For instance, the Met could start groups at colleges, or in neighborhoods (the upper west side, let’s say, or Tribeca, or Park Slope or Williamsburg). These groups would reach out to people around them, the way orchestral musicians at the University of Maryland reached out to students in their classes, and in their living spaces.
So now you’d have people being reached more directly, and the bus ads, all over the city, would reinforce that more powerful work.
But the Met, from what I see, doesn’t think that way. It puts out the bus ads, and then lets them sit there. Yes, they look great, and they help to generate fabulous buzz. But, by themselves, they might be too passive to pull people in. And especially might not pull in that crucial new audience.
I could say much the same about billboards I’ve seen in Times Square, on which the Met advertises itself to tourists, who buy a noticeable percentage of the Met’s tickets. Are there more direct tourist appeals that these Billboards might reinforce?
Maybe the Met ads I’ve seen in Broadway program books would count. The ones I saw didn’t use the word “opera.” The appeal, quite clearly, was to theater fans, or out of town visitors making a Broadway stop. The message? If you like what you’re seeing, you’ll like us, too.
But this, too, seems passive. Maybe it works, maybe it doesn’t. Do out of town visitors find a Met brochure — or even a packet — in their hotel rooms? Has the Met made arrangements with hotel concierges, as restaurants do, to encourage hotel guests to think a Met evening will confound their current thoughts about opera?
Maybe they do these things. They did something like these things once, when they produced Satyagraha, the Philip Glass opera about Gandhi. When tickets at first didn’t sell, they reached out to people interested in Eastern religion and meditation. ADDED LATER: And placed targeted ads in downtown NYC neighborhoods, where they might expect Philip Glass fans to live. All these things, I’ve heard, got terrific results.
But I’d think they need to do things like these — or some equivalent — all the time, for every opera they do.
One more example. Opening nights, at the start of Peter’s reign, were glamorous. Celebrities. Gowns. A buzz of excitement. Now they seem more drab, more predictable. Less glamorous. Less buzzy.
After Peter’s first opening, the page in New York magazine that reports on parties had a fetching item about the Met’s opening night. They talked to a model, a woman in her 20s. She’d never been to the Met before. Why not? Because no one she knew talked about the Met. Now, though, she’d be going. Because now the Met was on everyone’s lips.
How that happened that night — how much of the buzz the Met deliberately fed, and how much simply happened, because the Met, for the moment, was in the news and seemed glamorous — I don’t know. But I do know that buzz like this won’t continue unless it’s fed.

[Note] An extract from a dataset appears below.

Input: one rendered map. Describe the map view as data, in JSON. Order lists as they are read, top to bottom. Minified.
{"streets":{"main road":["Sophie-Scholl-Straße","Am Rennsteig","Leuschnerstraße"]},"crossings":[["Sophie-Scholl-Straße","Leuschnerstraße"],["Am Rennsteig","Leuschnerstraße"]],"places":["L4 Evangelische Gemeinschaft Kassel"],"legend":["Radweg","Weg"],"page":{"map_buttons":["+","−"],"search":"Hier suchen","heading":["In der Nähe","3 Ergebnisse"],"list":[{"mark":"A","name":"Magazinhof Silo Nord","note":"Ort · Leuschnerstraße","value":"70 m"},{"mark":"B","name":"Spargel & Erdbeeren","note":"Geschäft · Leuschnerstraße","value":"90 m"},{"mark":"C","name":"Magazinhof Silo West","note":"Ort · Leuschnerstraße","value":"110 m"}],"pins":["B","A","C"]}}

And to feed it, it’s not enough to do the same things year after year. You have to find new things to do, things that show that there’s always a reason to pay more attention. And — returning to my overall point, about classical music’s future — you need to get into people’s life and entertainment and art space, not just hover above it, flashing your message. If you want to keep reaching the model New York magazine talked to, you have to create Met events in her world. And even recruit people in that world to talk about what you’re doing.
If the Met had these strategies — and if they were reaching people, keeping them interested, filling the house with them — then who cares what critics write? The Met would be a success.
Though there’s one more dimension. The productions have to be good. And, too often, they haven’t been. So the strategy, no matter how well implemented, might not work. You can get people coming once. But if they don’t love what they see and hear, they won’t come back. And they’ll tell their friends to stay away.